Would you find each line in the entries below with the string "middle" and copy it?

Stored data
▬▬▬▬▬▬▬▬▬▬
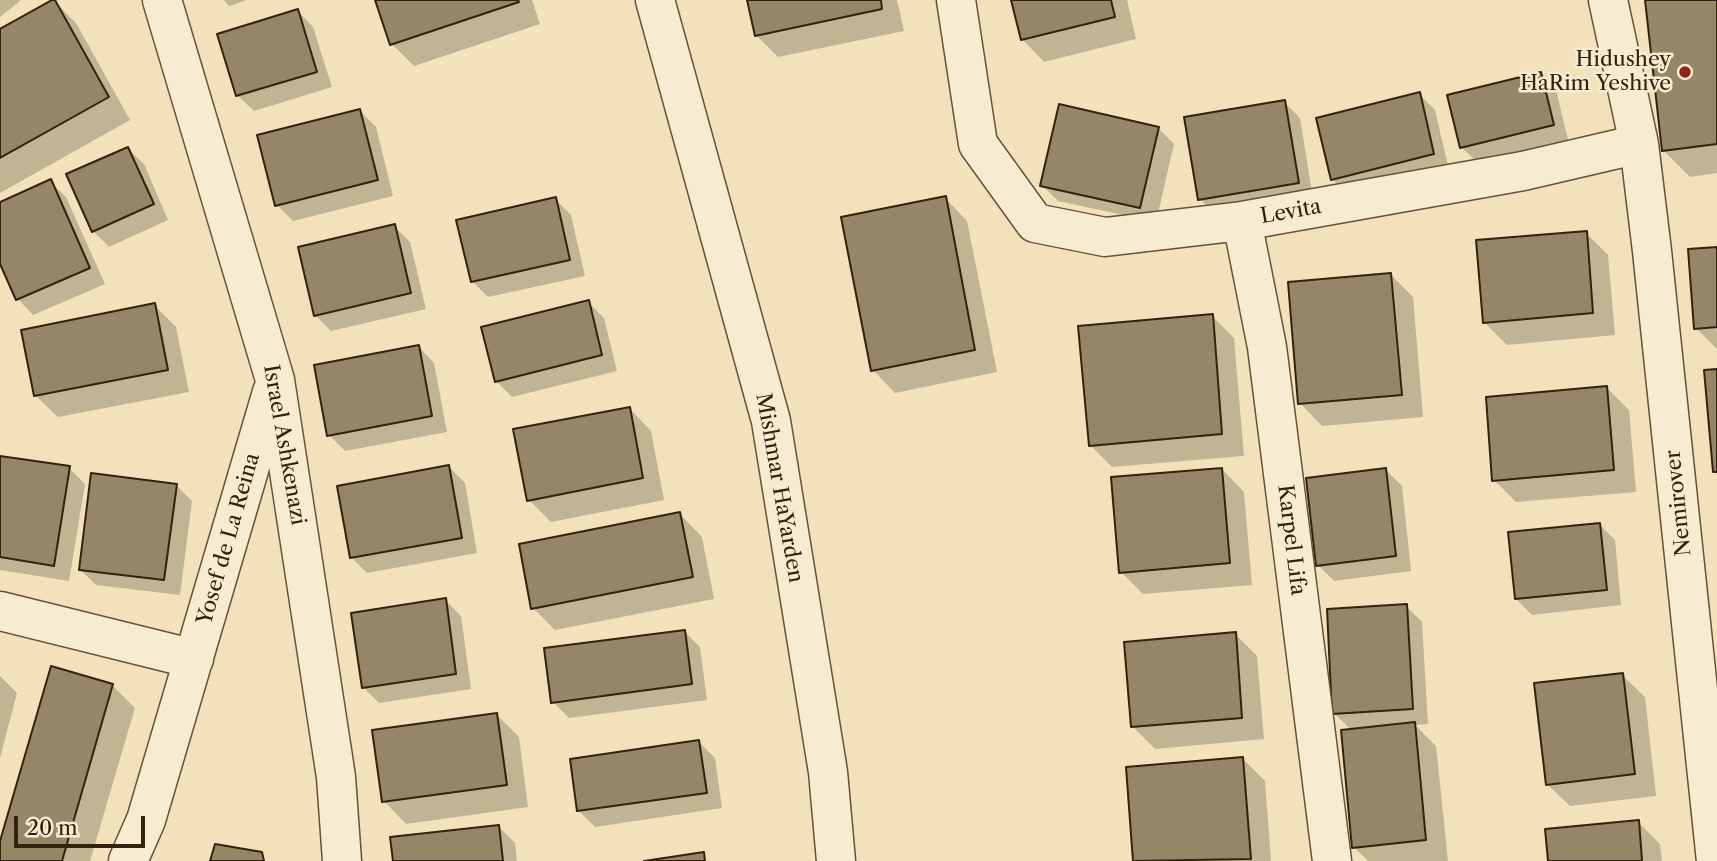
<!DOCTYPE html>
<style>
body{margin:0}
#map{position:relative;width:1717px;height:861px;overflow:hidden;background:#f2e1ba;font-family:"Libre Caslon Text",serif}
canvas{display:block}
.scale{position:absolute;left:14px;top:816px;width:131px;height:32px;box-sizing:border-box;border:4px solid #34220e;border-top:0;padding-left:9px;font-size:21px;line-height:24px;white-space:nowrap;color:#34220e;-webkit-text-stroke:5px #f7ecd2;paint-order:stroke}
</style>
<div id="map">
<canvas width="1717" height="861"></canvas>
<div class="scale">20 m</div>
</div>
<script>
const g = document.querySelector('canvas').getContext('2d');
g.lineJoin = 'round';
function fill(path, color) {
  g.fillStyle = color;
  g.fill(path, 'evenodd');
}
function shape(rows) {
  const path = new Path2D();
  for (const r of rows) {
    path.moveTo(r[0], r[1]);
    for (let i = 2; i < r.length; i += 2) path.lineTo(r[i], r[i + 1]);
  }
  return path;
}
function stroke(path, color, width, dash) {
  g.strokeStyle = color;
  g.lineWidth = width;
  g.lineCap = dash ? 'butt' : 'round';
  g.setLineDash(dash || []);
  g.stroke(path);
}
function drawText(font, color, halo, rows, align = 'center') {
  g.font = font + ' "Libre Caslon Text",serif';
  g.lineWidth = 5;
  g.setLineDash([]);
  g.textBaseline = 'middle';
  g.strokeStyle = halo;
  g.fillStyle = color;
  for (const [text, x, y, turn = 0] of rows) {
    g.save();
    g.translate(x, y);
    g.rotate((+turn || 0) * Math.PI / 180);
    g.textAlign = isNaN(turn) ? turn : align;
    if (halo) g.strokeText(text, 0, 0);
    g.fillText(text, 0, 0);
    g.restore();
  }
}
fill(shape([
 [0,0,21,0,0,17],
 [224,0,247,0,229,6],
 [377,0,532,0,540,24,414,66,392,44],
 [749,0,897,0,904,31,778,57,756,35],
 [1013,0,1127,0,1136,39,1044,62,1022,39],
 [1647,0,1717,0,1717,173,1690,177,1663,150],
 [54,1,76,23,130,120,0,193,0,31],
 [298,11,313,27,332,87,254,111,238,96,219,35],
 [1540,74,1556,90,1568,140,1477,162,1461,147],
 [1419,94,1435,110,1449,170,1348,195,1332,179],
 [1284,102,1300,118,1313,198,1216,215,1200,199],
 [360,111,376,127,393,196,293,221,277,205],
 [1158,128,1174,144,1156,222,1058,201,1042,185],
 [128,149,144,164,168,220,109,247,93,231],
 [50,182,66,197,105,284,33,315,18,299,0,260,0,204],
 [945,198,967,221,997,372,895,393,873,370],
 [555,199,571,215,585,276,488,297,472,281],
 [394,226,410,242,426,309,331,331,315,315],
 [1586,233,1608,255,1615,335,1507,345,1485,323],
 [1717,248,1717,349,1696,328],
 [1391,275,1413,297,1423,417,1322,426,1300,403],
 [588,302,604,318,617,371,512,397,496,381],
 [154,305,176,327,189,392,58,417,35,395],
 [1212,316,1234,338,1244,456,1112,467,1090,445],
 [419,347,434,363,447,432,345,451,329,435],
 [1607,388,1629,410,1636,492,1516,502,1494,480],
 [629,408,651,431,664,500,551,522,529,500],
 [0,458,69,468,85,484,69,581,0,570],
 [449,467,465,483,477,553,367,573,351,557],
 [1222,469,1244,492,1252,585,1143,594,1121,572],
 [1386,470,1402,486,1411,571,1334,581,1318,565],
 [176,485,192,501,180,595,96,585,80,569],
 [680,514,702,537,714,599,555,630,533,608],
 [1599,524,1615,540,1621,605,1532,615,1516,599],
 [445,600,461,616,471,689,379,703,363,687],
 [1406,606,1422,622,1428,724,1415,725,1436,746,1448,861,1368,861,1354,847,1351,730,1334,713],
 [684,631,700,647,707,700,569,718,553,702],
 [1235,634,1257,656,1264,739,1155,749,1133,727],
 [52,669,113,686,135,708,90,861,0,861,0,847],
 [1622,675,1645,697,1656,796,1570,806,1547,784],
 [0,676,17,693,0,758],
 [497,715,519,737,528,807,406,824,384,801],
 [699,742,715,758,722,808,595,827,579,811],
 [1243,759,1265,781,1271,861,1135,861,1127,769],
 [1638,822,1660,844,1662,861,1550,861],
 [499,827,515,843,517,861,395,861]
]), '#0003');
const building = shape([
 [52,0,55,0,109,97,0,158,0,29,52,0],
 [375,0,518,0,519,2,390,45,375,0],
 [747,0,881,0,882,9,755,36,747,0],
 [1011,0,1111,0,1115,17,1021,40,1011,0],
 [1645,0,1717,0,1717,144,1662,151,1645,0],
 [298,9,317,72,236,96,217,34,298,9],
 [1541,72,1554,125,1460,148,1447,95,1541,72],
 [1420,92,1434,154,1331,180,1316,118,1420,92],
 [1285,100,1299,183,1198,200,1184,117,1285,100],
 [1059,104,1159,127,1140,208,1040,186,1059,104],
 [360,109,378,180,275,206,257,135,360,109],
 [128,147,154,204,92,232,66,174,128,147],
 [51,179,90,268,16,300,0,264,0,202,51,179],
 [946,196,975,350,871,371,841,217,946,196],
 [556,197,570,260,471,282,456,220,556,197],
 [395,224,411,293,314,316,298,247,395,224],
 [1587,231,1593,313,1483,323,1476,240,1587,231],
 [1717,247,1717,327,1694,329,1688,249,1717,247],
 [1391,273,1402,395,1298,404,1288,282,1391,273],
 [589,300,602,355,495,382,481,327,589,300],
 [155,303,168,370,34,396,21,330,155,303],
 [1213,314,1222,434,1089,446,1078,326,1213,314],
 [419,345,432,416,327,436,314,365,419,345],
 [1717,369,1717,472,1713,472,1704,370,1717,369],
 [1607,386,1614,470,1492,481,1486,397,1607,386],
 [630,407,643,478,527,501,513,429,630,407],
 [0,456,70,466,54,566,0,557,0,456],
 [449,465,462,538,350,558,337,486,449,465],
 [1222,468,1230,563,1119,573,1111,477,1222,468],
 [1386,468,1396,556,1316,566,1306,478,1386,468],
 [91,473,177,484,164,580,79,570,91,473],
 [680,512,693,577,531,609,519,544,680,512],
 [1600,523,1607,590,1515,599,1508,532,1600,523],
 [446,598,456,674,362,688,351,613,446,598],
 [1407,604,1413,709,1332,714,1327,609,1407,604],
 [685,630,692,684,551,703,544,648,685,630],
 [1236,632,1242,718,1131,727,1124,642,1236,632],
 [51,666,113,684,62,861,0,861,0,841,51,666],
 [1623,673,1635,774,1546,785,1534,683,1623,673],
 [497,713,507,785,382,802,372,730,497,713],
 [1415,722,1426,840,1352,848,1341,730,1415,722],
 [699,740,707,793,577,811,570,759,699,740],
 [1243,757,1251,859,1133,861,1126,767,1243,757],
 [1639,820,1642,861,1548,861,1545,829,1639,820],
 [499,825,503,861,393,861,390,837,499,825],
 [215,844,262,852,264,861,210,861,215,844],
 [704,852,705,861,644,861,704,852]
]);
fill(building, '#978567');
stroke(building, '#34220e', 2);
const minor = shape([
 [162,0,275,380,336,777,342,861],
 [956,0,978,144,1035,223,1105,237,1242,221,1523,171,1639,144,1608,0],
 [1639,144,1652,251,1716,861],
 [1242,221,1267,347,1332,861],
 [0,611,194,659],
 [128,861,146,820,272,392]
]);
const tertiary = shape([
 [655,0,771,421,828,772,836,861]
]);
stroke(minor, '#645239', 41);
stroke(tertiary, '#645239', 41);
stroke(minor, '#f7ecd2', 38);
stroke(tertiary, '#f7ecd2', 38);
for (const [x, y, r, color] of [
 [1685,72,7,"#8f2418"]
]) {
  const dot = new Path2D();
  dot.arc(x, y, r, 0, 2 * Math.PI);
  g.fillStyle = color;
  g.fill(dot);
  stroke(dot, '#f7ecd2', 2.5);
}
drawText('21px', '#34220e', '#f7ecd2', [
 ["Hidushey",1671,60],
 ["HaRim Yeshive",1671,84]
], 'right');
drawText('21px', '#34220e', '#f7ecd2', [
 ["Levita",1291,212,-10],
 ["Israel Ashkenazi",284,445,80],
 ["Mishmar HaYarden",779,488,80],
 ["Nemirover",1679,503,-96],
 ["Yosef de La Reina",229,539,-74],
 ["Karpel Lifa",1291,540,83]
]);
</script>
▬▬▬▬▬▬▬▬▬▬
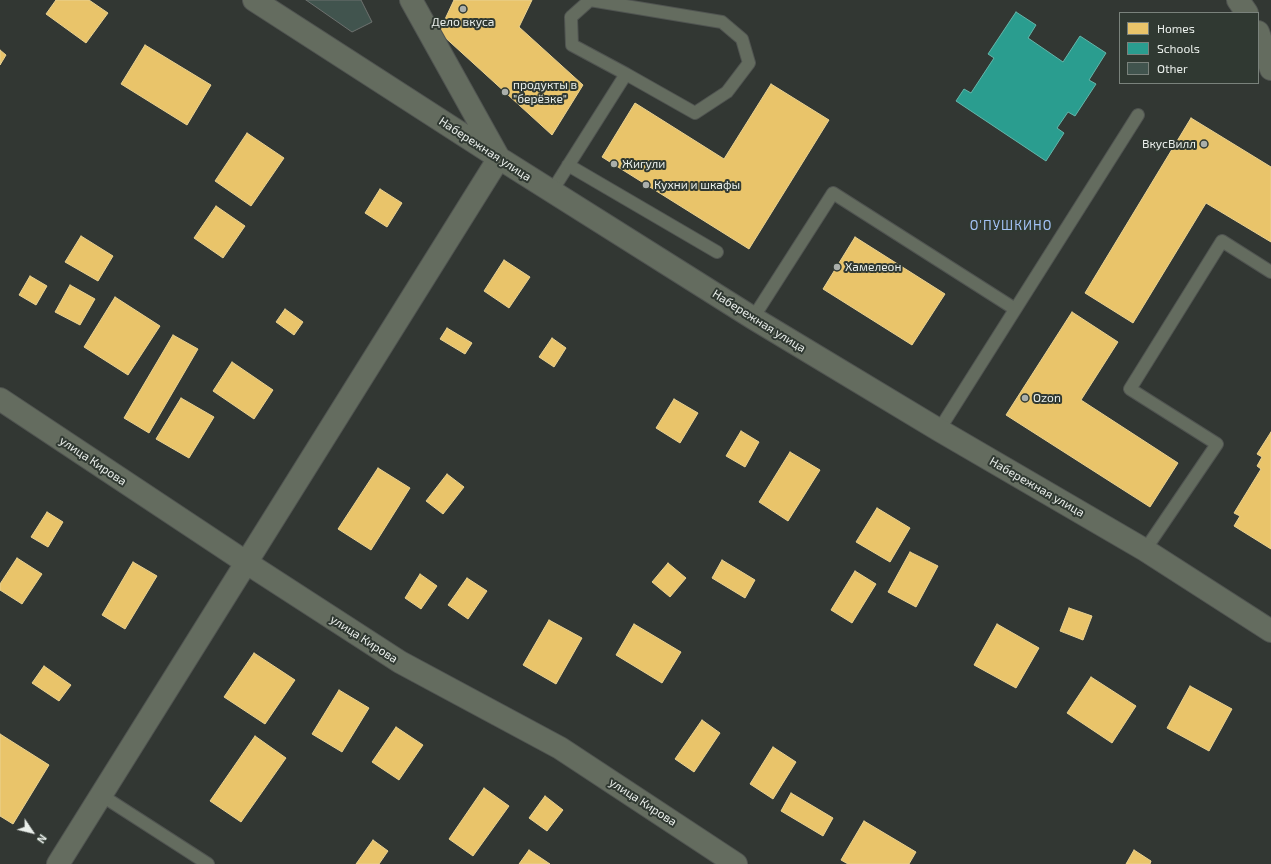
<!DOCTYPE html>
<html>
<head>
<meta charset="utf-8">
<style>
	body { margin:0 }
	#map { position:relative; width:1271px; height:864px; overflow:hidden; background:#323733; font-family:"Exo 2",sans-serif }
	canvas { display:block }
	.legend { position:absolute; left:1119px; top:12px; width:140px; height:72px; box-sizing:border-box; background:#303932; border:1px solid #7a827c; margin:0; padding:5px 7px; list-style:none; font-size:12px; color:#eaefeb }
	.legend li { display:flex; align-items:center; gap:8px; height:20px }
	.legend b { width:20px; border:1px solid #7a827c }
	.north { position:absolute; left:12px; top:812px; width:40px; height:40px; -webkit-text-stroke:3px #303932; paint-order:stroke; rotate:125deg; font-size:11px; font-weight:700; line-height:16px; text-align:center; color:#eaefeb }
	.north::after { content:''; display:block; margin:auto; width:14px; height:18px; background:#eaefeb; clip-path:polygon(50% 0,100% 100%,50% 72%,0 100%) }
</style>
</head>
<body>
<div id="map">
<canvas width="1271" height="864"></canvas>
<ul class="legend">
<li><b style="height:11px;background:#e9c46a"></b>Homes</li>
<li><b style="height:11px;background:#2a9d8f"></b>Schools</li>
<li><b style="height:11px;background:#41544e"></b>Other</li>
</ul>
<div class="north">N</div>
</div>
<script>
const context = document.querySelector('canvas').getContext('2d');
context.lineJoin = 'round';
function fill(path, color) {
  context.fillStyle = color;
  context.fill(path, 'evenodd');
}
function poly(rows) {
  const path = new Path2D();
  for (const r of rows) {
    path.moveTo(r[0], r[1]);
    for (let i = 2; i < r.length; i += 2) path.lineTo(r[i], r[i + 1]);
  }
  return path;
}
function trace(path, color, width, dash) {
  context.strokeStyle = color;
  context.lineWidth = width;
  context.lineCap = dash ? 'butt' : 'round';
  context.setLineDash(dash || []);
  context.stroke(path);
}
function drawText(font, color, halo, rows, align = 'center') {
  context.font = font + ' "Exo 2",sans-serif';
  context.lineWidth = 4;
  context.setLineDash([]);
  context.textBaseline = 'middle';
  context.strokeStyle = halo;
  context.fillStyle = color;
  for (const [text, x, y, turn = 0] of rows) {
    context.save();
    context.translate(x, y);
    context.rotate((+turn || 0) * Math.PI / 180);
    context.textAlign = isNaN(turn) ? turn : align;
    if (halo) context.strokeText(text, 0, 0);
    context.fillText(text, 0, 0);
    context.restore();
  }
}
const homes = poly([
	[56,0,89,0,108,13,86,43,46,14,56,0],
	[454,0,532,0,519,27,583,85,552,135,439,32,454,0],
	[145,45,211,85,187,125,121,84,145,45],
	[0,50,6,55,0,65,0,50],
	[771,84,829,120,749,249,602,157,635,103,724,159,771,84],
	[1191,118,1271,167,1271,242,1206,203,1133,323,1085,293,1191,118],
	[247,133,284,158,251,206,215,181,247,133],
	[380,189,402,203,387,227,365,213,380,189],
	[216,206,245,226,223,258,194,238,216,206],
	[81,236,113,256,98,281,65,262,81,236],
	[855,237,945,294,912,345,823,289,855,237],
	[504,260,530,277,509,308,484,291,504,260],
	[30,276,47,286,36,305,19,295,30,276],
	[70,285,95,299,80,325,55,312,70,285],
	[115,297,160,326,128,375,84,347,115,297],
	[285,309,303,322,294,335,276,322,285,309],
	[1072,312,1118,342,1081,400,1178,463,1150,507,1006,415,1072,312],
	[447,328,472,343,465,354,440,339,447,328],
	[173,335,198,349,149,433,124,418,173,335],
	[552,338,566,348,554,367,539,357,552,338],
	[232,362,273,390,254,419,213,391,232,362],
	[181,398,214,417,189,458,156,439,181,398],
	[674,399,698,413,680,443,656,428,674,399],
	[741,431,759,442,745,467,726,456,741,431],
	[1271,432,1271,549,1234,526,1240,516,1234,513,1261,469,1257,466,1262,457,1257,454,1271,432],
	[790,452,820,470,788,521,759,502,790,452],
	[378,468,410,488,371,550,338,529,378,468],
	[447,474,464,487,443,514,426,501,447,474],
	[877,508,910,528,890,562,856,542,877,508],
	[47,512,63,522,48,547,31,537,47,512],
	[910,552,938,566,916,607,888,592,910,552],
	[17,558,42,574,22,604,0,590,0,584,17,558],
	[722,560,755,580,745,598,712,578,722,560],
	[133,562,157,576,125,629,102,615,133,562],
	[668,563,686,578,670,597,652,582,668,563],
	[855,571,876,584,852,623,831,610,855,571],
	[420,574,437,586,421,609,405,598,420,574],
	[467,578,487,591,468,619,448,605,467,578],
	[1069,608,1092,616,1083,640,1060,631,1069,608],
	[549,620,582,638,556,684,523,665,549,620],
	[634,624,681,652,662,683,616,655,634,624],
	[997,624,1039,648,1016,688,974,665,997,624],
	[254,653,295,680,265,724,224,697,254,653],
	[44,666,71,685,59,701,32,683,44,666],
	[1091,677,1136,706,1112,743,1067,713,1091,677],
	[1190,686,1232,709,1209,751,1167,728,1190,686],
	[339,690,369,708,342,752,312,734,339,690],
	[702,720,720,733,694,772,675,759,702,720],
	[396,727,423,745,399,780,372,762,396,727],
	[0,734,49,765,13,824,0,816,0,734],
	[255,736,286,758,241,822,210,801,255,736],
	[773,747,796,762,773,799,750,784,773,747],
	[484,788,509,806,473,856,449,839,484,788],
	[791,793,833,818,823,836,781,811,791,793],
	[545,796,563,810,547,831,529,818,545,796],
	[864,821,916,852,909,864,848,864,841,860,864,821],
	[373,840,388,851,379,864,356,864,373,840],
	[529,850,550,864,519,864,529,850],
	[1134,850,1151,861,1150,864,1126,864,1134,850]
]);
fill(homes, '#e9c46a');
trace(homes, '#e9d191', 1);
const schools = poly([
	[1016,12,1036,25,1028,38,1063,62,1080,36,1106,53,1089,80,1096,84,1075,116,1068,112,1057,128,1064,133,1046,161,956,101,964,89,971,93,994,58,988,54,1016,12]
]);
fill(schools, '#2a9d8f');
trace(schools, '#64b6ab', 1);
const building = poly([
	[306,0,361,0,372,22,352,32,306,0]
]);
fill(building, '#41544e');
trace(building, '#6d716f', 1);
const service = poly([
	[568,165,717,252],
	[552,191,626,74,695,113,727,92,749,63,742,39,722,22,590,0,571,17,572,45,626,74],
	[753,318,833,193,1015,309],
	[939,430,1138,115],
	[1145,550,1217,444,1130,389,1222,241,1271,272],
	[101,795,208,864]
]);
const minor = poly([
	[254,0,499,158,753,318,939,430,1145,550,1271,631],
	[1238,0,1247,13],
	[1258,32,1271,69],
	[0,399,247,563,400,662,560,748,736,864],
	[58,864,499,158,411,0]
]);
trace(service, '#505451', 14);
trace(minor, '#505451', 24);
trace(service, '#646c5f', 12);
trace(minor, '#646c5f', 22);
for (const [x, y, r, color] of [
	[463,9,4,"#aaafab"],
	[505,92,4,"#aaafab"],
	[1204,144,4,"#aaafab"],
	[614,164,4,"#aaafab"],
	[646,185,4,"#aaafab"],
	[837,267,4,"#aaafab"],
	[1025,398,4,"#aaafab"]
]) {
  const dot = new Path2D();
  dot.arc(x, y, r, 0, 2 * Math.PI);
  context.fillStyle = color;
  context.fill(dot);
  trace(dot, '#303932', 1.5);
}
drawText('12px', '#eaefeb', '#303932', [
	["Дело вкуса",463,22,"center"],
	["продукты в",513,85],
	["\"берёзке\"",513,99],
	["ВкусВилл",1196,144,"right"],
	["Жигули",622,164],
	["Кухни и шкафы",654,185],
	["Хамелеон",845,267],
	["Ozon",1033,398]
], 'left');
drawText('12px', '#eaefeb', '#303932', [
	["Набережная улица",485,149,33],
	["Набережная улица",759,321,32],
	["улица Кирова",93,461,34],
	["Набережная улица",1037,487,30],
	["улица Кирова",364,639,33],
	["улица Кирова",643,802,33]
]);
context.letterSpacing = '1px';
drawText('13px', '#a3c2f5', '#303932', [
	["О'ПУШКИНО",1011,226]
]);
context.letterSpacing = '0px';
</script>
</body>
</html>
▬▬▬▬▬▬▬▬▬▬
Response to this task ▸
  g.textBaseline = 'middle';
  context.textBaseline = 'middle';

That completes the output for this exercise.